Directions
What lines in the records below include the word "html"? Return each one.

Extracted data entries
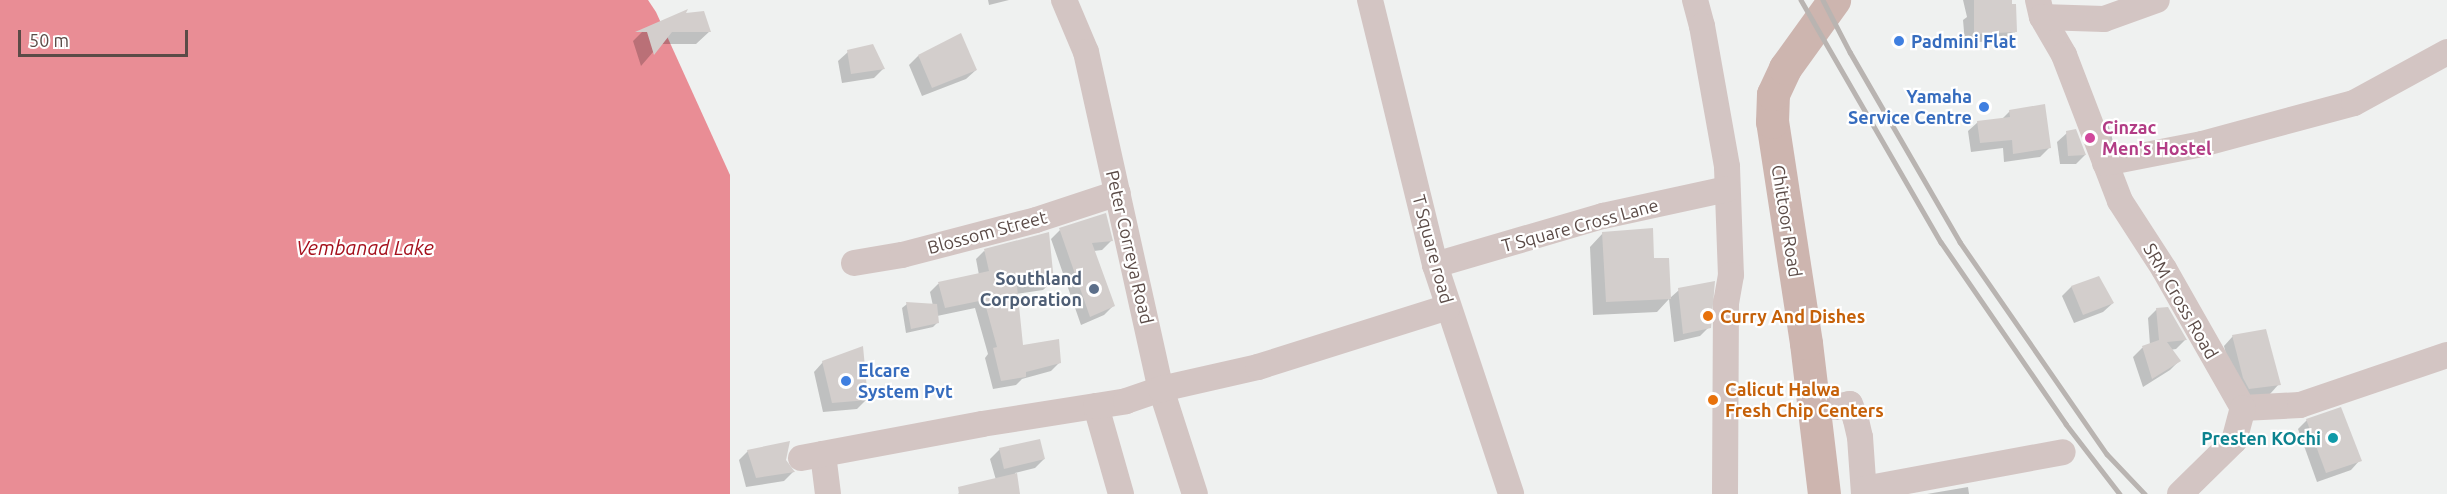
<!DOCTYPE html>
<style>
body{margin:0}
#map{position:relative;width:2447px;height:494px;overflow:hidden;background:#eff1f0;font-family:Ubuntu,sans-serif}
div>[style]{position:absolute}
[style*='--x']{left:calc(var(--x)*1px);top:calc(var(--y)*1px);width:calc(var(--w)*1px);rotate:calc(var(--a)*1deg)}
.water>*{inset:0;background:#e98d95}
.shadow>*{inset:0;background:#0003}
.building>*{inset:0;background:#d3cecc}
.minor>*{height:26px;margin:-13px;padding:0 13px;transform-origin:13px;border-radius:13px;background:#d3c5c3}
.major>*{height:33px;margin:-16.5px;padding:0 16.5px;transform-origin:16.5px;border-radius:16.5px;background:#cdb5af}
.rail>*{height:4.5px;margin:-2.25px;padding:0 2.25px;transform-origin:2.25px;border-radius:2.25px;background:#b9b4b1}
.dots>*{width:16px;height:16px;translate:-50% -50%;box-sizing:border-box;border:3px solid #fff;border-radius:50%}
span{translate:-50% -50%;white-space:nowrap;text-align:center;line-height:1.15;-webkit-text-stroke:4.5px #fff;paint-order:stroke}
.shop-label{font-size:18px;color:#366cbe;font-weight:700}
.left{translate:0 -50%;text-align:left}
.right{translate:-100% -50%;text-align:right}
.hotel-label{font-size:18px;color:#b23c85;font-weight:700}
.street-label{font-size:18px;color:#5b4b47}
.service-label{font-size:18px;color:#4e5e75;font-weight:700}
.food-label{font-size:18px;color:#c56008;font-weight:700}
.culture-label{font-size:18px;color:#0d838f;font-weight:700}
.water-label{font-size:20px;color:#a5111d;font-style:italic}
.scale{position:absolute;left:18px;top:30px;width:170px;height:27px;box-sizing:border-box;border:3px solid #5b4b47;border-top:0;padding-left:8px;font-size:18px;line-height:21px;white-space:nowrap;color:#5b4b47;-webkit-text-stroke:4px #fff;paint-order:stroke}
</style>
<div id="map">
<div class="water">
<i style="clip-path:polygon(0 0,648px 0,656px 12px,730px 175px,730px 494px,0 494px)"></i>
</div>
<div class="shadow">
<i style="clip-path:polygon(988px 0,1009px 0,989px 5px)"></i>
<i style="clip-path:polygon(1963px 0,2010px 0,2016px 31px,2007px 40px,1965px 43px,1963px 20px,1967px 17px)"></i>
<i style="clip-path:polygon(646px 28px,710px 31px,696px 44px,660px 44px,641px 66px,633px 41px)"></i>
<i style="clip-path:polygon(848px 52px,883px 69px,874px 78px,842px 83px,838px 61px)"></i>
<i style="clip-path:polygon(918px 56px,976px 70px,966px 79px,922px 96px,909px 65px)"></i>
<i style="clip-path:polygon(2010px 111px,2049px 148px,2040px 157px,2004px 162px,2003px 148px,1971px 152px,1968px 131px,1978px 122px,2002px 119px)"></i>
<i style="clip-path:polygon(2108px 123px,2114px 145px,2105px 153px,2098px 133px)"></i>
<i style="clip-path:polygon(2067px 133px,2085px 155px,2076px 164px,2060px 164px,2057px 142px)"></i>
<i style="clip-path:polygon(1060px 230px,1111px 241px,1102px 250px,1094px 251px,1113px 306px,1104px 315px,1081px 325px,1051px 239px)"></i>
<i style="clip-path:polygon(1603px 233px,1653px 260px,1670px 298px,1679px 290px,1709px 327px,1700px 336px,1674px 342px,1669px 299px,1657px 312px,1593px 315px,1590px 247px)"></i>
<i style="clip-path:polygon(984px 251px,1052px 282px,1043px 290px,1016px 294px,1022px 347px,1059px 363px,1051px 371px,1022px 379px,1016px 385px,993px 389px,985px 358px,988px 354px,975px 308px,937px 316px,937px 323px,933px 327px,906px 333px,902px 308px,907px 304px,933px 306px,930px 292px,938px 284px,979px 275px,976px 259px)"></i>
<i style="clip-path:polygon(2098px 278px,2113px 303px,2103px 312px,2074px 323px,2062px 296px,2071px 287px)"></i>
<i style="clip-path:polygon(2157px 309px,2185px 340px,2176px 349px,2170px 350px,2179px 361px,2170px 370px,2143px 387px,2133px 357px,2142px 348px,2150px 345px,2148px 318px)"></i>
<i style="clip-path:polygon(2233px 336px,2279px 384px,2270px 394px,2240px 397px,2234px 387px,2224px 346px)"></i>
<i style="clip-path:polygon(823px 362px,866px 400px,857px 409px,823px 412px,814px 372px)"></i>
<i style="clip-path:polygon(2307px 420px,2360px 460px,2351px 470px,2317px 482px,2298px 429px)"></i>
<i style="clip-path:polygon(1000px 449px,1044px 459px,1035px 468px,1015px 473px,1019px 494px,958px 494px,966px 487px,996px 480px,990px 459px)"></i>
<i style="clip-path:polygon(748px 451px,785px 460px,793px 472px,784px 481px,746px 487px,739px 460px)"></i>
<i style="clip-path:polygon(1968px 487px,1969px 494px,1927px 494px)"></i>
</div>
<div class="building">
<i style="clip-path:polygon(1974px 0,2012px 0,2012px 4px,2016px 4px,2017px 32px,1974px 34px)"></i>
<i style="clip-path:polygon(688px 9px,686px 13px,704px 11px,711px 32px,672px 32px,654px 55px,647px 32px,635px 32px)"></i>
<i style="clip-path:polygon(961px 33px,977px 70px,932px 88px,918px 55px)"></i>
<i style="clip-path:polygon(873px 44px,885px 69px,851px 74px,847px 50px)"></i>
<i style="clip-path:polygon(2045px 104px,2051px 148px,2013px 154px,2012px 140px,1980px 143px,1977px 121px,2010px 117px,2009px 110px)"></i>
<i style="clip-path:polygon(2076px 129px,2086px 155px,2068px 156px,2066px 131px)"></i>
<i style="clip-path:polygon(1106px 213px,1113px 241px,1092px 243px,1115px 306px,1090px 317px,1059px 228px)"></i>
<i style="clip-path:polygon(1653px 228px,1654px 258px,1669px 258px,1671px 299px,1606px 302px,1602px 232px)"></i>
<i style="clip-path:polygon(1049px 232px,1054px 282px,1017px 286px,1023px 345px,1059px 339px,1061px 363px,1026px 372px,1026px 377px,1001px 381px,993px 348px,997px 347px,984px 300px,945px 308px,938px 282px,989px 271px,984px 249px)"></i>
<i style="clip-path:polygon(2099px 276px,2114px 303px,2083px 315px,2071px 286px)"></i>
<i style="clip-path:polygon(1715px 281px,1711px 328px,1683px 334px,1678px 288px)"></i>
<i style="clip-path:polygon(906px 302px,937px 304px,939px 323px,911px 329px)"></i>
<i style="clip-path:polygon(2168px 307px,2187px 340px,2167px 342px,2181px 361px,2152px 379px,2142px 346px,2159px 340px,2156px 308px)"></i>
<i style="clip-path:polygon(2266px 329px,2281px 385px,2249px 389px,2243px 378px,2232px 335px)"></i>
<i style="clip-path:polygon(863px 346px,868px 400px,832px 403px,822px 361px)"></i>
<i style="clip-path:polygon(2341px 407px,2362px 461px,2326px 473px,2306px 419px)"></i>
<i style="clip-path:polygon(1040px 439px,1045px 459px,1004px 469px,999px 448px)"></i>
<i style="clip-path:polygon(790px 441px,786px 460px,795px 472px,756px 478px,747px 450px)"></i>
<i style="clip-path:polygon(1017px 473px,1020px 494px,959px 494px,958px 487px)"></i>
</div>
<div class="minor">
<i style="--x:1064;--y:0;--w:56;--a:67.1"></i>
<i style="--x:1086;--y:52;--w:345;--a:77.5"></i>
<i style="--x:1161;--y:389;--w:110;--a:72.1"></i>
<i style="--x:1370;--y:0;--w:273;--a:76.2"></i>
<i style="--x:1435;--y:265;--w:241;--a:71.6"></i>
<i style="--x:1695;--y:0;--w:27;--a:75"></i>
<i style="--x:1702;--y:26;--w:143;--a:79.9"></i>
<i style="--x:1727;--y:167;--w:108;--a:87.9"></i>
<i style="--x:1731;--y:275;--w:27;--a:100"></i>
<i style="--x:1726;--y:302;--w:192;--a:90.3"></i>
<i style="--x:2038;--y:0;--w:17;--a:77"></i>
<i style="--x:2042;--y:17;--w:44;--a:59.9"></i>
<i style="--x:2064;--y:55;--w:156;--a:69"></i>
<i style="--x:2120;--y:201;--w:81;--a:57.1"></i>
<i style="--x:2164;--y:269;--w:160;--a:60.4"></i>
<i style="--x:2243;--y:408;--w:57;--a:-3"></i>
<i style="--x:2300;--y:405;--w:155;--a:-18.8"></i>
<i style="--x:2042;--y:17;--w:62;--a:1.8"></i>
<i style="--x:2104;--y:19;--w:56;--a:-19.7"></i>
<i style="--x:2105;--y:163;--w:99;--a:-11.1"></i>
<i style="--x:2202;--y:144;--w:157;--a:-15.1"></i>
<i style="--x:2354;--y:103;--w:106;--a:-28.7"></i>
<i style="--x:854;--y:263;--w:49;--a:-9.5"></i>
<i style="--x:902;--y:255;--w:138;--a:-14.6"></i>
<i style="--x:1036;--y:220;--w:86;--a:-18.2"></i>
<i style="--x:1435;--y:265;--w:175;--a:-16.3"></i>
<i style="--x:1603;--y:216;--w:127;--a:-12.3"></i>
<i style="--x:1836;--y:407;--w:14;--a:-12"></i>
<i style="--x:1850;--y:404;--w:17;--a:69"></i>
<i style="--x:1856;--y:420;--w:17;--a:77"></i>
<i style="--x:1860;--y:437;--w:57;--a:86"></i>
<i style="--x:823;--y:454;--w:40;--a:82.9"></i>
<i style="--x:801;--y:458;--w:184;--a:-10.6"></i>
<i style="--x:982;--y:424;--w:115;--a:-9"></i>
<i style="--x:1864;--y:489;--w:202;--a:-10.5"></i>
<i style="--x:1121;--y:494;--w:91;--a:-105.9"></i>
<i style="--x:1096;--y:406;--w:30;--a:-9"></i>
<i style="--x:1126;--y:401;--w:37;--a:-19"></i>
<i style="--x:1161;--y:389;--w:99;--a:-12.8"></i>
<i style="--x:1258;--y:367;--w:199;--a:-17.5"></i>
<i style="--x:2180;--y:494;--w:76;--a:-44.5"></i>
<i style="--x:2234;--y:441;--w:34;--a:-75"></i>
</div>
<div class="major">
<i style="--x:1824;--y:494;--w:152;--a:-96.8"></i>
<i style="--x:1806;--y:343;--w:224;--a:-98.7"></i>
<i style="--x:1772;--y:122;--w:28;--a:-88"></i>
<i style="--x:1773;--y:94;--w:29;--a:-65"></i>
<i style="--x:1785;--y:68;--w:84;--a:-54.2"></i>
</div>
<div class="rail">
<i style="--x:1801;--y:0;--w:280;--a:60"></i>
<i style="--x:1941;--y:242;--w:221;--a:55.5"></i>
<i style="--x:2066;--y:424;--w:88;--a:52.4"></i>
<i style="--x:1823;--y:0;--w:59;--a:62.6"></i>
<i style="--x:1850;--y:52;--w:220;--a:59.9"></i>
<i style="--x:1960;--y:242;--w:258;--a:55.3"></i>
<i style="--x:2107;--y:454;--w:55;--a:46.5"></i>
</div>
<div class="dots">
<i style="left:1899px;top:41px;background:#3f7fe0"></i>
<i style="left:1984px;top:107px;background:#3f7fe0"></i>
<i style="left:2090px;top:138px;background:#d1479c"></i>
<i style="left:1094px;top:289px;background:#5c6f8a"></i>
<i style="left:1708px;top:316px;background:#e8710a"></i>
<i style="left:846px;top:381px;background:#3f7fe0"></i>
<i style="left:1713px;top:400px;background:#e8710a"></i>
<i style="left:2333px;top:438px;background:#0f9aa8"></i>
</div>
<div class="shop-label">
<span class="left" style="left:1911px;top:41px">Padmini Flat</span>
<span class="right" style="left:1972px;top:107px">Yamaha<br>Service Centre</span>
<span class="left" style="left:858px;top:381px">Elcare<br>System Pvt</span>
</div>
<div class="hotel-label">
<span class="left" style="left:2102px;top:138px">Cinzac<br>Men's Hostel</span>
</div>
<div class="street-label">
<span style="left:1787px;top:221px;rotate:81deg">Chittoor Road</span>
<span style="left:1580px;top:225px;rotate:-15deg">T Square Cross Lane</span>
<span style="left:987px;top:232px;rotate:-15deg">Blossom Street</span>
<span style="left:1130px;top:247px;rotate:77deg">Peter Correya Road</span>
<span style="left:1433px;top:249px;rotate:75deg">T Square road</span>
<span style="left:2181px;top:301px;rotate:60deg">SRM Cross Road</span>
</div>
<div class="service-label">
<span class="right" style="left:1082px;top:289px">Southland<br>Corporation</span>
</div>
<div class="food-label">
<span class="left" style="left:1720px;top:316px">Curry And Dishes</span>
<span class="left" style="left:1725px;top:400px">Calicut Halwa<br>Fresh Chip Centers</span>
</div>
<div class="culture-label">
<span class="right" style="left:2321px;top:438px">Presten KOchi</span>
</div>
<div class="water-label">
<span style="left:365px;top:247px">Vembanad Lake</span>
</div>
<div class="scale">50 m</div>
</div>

---

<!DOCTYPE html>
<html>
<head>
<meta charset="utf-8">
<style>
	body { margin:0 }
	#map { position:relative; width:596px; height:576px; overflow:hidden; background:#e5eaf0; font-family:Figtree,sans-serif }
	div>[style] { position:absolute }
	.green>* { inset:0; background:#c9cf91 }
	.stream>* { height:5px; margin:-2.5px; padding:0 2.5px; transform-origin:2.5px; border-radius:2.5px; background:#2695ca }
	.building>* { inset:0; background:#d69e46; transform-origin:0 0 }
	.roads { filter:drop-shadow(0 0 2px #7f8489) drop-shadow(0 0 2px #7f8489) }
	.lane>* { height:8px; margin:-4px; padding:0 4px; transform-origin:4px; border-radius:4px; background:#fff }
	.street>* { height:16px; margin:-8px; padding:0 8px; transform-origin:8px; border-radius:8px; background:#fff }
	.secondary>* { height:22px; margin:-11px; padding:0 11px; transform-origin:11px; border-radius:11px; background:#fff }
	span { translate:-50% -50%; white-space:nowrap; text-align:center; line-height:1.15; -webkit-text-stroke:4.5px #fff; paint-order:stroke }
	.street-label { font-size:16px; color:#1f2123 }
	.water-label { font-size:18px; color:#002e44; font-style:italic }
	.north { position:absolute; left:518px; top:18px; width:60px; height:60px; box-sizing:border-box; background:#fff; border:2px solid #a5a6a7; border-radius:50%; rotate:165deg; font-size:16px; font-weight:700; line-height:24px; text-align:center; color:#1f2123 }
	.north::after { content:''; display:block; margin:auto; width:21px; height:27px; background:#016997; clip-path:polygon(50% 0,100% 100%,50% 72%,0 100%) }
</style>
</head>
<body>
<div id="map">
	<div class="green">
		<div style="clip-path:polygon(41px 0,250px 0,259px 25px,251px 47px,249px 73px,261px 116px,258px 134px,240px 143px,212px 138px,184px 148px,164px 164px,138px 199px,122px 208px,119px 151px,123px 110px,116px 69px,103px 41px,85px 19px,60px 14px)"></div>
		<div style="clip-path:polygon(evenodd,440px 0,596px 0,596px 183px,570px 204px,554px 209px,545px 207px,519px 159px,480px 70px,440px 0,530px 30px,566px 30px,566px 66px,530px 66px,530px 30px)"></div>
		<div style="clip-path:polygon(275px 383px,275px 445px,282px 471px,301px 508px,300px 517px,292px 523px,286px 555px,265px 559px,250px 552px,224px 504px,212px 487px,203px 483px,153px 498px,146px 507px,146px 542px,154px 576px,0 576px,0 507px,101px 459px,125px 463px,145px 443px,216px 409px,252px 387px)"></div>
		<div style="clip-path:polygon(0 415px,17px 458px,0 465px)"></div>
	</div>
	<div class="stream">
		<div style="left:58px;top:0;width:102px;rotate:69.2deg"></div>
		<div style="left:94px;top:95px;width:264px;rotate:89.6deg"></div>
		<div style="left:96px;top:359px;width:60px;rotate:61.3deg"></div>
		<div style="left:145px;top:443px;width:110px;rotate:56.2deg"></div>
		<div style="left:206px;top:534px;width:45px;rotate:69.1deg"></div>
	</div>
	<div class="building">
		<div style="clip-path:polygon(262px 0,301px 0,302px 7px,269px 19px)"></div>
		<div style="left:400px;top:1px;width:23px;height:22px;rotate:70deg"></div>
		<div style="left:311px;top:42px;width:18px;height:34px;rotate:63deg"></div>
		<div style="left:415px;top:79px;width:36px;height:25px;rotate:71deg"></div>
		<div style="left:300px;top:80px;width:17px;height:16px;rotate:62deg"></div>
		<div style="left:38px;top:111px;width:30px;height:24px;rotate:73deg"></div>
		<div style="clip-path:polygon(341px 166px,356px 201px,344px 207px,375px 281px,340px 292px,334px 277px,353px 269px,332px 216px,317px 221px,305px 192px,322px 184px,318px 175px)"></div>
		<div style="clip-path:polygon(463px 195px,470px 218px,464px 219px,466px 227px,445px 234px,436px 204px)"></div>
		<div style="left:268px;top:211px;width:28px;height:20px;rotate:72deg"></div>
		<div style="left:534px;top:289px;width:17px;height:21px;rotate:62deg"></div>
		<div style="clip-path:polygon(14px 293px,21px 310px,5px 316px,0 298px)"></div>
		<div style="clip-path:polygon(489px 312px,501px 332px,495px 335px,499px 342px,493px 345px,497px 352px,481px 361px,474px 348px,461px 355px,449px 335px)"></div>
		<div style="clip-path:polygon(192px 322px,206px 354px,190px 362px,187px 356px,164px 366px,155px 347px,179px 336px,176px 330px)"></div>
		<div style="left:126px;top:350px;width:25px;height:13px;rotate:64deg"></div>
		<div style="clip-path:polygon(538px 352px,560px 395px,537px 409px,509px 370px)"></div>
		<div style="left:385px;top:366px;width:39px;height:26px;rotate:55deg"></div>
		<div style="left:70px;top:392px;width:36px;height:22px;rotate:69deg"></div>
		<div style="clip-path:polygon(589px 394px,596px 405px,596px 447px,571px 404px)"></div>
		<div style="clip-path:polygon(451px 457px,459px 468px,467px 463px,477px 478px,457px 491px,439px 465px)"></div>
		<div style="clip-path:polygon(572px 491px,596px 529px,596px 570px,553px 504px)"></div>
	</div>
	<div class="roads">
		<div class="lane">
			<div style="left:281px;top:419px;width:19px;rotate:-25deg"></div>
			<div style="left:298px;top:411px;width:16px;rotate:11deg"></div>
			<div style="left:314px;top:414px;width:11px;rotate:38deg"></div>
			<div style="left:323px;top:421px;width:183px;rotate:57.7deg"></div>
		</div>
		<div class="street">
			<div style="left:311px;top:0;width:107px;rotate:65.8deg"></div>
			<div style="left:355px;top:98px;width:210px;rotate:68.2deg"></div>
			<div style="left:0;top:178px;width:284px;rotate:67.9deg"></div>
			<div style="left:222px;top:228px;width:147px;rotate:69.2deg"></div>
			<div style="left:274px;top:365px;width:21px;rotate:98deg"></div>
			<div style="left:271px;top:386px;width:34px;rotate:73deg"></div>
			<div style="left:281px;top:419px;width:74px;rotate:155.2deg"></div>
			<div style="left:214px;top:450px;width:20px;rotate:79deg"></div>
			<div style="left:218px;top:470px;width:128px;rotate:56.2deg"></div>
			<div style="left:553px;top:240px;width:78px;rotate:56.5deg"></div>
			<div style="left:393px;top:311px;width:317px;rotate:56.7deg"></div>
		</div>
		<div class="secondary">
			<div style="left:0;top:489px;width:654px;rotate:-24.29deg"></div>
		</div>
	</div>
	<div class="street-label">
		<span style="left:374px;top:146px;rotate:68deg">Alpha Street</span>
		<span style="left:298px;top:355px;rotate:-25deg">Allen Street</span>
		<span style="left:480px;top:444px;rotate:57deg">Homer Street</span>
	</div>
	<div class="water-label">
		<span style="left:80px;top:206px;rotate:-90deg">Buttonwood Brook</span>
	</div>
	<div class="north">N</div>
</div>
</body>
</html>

Expected answer
<!DOCTYPE html>
<!DOCTYPE html>
<html>
</html>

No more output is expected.